TASK REQUIREMENTS:
Going through the data below, please show each line containing the string "linecap".

DATA FOR THIS TASK:
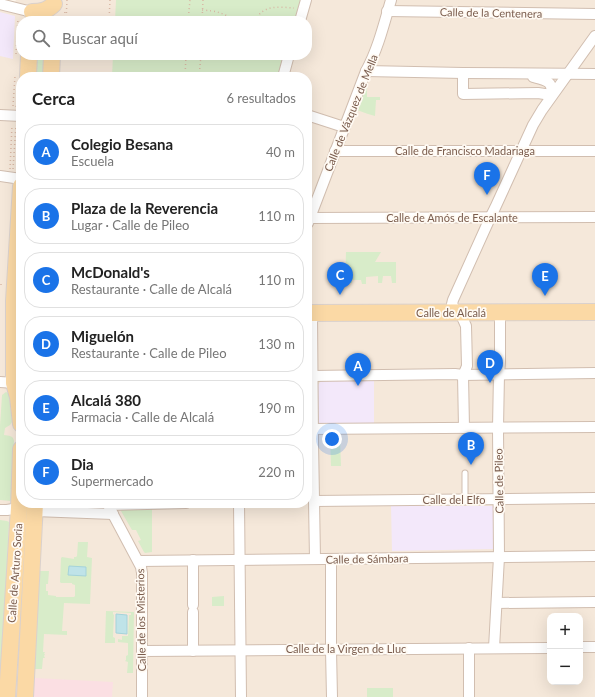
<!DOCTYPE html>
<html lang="es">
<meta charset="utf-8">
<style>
:root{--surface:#fff;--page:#f6f6f6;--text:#222;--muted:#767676;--line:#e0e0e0;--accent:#1a73e8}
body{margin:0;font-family:Lato,sans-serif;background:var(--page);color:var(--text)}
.controls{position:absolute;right:12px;bottom:12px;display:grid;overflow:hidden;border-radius:8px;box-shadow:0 4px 16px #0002}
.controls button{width:36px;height:36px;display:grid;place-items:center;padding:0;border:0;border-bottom:1px solid var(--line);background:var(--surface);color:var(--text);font:20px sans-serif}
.you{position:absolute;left:332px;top:439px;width:14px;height:14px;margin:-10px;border:3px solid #fff;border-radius:50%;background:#1a73e8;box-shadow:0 0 0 6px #1a73e833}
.badge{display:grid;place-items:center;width:26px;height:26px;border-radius:50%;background:var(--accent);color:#fff;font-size:13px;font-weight:700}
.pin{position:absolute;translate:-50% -33px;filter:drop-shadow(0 1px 2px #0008)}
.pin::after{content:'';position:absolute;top:21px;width:14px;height:12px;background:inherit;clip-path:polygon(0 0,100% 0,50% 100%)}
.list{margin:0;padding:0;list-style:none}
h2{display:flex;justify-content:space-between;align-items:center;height:52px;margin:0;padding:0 16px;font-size:17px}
h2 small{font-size:13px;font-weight:400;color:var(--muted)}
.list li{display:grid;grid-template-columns:26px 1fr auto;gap:12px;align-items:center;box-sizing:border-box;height:56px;margin:0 8px 8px;padding:0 8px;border:1px solid var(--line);border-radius:16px}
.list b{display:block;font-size:15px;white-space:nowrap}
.list p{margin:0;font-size:13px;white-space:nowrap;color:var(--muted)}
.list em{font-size:13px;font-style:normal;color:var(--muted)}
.icon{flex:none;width:22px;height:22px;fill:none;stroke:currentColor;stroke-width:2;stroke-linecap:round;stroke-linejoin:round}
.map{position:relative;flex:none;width:595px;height:697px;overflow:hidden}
.search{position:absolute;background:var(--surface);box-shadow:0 4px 16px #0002;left:16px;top:16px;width:296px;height:44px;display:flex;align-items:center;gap:10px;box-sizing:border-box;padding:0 14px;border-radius:16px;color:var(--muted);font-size:15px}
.panel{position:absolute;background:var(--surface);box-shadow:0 4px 16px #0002;left:16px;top:72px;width:296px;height:436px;border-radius:16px}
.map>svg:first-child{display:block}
.residential{fill:#f5e8da;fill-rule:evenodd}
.education{fill:#f3e8fa}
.medical{fill:#fbdfe3}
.green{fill:#d8ecc9}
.water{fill:#bfe3e8;stroke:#a5d3da}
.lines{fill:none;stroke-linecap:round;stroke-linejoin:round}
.lane-casing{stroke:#d1beb0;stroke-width:7}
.street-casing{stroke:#d1beb0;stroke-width:12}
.primary-casing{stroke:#dad1cd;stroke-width:18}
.path{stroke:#d9b8a5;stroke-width:1.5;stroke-dasharray:1 3;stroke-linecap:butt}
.lane{stroke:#fff;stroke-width:5}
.street{stroke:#fff;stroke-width:10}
.primary{stroke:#fbd9a5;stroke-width:16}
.labels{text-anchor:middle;stroke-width:3.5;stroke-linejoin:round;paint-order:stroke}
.street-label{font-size:11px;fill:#7a5c4d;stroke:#fffaf3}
</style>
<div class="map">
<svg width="595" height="697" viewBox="0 0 595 697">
<rect width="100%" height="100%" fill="#fdf6ec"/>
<path class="residential" d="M0,0h6l9,2 1,-2h579v697h-595zM21,21h286v34h-286zM21,77h286v426h-286zM550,616h30v66h-30z"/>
<g class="education">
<path d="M0,12l15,4 -2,43 -13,-3z"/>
<path d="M321,381h53v43h-56v-39z"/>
<path d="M391,506h103l1,43 -103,2z"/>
</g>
<path class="medical" d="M34,678l79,4 -1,15h-79z"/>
<g class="green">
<path d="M116,0h186l-7,21h-180z"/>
<path d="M37,55h7l-1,22h-7z"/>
<path d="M113,55h172l-6,22h-167z"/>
<path d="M367,85v12h13v3h-4l-1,16 -7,-2 -11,-4z"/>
<path d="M346,252h35l-6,10h21v21h-4l-1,-7h-8l-1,7h-4v-7l-12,1v7h-4l-1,-4h-9v3h-7z"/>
<path d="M6,392l2,1 1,2 3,27 -2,3 -5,3 -1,7c5,1 9,0 10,6l-3,60 -11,-1v-74l2,-31z"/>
<path d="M330,437h10l1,29h-10z"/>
<path d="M122,509h30v43l-7,1 -1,-1 -6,-11 3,-1 -5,-10h-4l-11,-19z"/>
<path d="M0,520l7,1 2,1v2l-9,173z"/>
<path d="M78,542h10l-1,15 5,1 -2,46 -26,-1 -2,28h5v4l-23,-1 -1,18h2l-1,2h1l-1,2 1,2h-2l-1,11h-8l5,-98h10l-1,13h-2v7h2v4l8,1v1h18l1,-1v-11l-3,-1v-1h-11l-1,-1 1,-24 1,-1 12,2v-2h2l1,-1z"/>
<path d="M224,596v10h-12v-9z"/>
<path d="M106,611l28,1 -1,61h-6l1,-11 -3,-1 1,-1v-4l2,-1v-12l-10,-1v-3l4,1v-4h6l1,-21h2v-2l-18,-1v2l1,1 -1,22 2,1v5h-10z"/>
<rect x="367" y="688" width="26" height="9"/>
</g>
<g class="water">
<path d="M69,566l17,1v9l-18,-1z"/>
<path d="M116,614l11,1v19l-11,-1z"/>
</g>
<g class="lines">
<g class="lane-casing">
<path id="lane" d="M465,473v27"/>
</g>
<g class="street-casing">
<g id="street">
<path d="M0,4l32,8"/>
<path d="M387,11l208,3"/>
<path d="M300,21l6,-21"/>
<path d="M366,71l97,2 132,1"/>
<path d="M463,73v21l75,-1 13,2c3,-14 -6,-15 -18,-18"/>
<path d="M283,77l6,-22"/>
<path d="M0,115l21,1"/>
<path d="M307,115l37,12"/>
<path d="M335,151h260"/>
<path d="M0,176l21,3"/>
<path d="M309,218l286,-1"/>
<path d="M308,223l58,-152c12,-22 18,-47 25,-71"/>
<path d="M312,313l1,128 2,118"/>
<path d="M312,376l143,-2 8,1 132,-2"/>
<path d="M0,382l14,1"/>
<path d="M464,428l-1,-53 2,-4 2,-5 -1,-40 -4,-9 -8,-9 -2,-4 1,-4 37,-82 5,-10 38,-83 9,-15 53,-74"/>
<path d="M307,429l288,-2"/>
<path d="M314,501l281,-3"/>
<path d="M107,503l34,64 1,6v124"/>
<path d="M239,503l2,194"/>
<path d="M108,505l78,-2"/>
<path d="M0,510h7l12,-2"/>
<path d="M35,511l78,3"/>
<path d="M331,559v91l1,47"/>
<path d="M139,561l456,-5"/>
<path d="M497,603l98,-1"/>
<path d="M193,605v-45"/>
<path d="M580,647h15"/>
<path d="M494,648l5,-91 -1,-129 1,-54 1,-12v-49"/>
<path d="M143,651l407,-3"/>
<path d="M193,651v-39"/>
<path d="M469,697v-49"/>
</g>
</g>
<g class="primary-casing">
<g id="primary">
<path d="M32,12c9,0 15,-1 22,-8"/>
<path d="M28,77l1,-22"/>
<path d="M51,77l1,-22"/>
<path d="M21,186l-7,115v82l4,14 3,27"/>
<path d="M307,313l288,-1"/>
<path d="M7,697l12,-189 2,-59"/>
<path d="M25,697l10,-194"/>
</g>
</g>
<g class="path">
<path d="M202,10c14,1 21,2 32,11"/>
<path d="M64,21l1,-10"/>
<path d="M66,21l1,-21"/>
<path d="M109,21l1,-21"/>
<path d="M188,21l2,-21"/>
<path d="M202,21l1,-21"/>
<path d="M255,21c8,-17 24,-14 39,-13"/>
<path d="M20,46l1,-24"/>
<path d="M16,54l2,-36"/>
<path d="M185,77l1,-22"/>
<path d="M199,77l2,-22"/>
<path d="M13,106l2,-30"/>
<path d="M16,107l3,-13v-8"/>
<path d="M10,169l2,-44"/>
<path d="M13,169l3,-44"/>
<path d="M1,285v-2"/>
</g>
<use href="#lane" class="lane"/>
<use href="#street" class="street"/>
<use href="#primary" class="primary"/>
</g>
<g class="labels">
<g class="street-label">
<text transform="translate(491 13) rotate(1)" y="4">Calle de la Centenera</text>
<text transform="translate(351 113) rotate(-68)" y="4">Calle de Vázquez de Mella</text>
<text x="465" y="155">Calle de Francisco Madariaga</text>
<text x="452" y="222">Calle de Amós de Escalante</text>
<text x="451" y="317">Calle de Alcalá</text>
<text transform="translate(499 481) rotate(-91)" y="4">Calle de Pileo</text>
<text x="454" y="504">Calle del Elfo</text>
<text transform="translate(367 559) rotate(-1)" y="4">Calle de Sámbara</text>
<text transform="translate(15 573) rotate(-86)" y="4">Calle de Arturo Soria</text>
<text transform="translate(141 620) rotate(-91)" y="4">Calle de los Misterios</text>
<text x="346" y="653">Calle de la Virgen de Lluc</text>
</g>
</g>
</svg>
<div class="controls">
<button>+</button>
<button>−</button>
</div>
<div class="you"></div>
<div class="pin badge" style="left:358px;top:386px">A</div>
<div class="pin badge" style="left:471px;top:465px">B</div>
<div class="pin badge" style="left:340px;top:295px">C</div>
<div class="pin badge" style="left:490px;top:383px">D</div>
<div class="pin badge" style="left:545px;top:296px">E</div>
<div class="pin badge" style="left:487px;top:195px">F</div>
<div class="search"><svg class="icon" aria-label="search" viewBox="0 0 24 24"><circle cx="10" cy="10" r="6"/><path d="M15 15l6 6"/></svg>Buscar aquí</div>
<section class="panel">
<h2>Cerca<small>6 resultados</small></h2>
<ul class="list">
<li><span class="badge">A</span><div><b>Colegio Besana</b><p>Escuela</p></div><em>40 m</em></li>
<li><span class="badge">B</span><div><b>Plaza de la Reverencia</b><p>Lugar · Calle de Pileo</p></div><em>110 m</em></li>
<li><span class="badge">C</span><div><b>McDonald's</b><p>Restaurante · Calle de Alcalá</p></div><em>110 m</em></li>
<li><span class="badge">D</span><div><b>Miguelón</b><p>Restaurante · Calle de Pileo</p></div><em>130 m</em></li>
<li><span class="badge">E</span><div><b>Alcalá 380</b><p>Farmacia · Calle de Alcalá</p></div><em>190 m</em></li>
<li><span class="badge">F</span><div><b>Dia</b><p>Supermercado</p></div><em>220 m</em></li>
</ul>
</section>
</div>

EXERCISE RESPONSE:
.icon{flex:none;width:22px;height:22px;fill:none;stroke:currentColor;stroke-width:2;stroke-linecap:round;stroke-linejoin:round}
.lines{fill:none;stroke-linecap:round;stroke-linejoin:round}
.path{stroke:#d9b8a5;stroke-width:1.5;stroke-dasharray:1 3;stroke-linecap:butt}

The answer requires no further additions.